WORK TO BE COMPLETED: All of the listing below must be repeated word for word. Pictures are the only thing to omit.

START DATA TO PROCESS

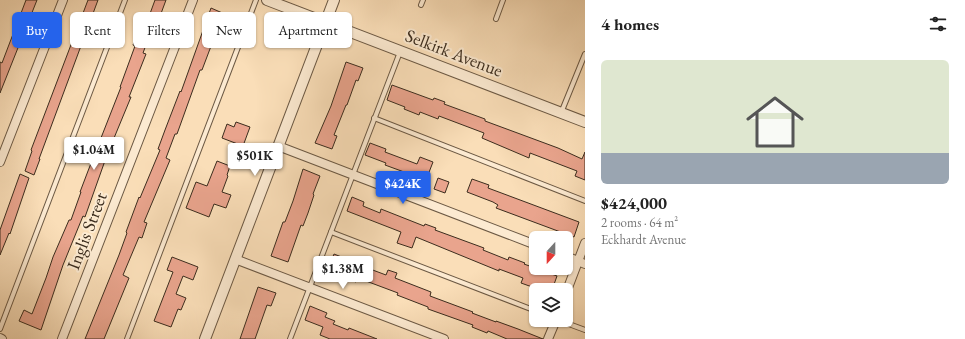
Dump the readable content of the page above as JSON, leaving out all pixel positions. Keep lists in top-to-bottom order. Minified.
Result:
{"streets":{"street":["Selkirk Avenue","Inglis Street"]},"north":"bottom","page":{"heading":"4 homes","chip":["Buy","Rent","Filters","New","Apartment"],"list":[{"name":"$424,000","note":"2 rooms · 64 m² · Eckhardt Avenue"}],"price":["$1.04M","$501K","$424K","$1.38M"]}}
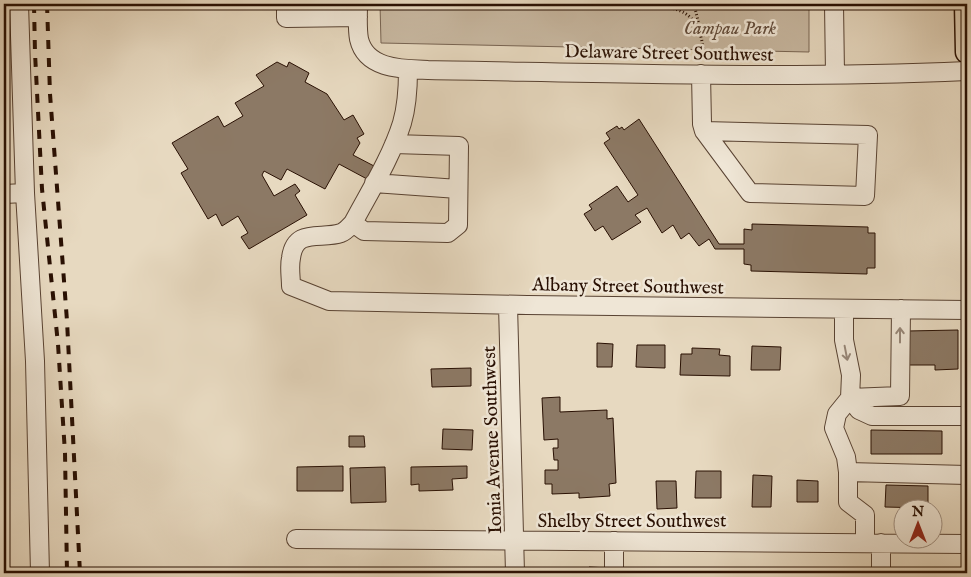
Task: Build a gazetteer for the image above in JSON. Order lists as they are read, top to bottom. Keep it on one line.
{"streets":{"street":["Delaware Street Southwest","Albany Street Southwest","Ionia Avenue Southwest","Shelby Street Southwest"]},"crossings":[["Albany Street Southwest","Ionia Avenue Southwest"],["Ionia Avenue Southwest","Shelby Street Southwest"]],"parks":["Campau Park"],"north":"top"}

END DATA TO PROCESS

EXERCISE OUTPUT:
Dump the readable content of the page above as JSON, leaving out all pixel positions. Keep lists in top-to-bottom order. Minified.
Result:
{"streets":{"street":["Selkirk Avenue","Inglis Street"]},"north":"bottom","page":{"heading":"4 homes","chip":["Buy","Rent","Filters","New","Apartment"],"list":[{"name":"$424,000","note":"2 rooms · 64 m² · Eckhardt Avenue"}],"price":["$1.04M","$501K","$424K","$1.38M"]}}
Task: Build a gazetteer for the image above in JSON. Order lists as they are read, top to bottom. Keep it on one line.
{"streets":{"street":["Delaware Street Southwest","Albany Street Southwest","Ionia Avenue Southwest","Shelby Street Southwest"]},"crossings":[["Albany Street Southwest","Ionia Avenue Southwest"],["Ionia Avenue Southwest","Shelby Street Southwest"]],"parks":["Campau Park"],"north":"top"}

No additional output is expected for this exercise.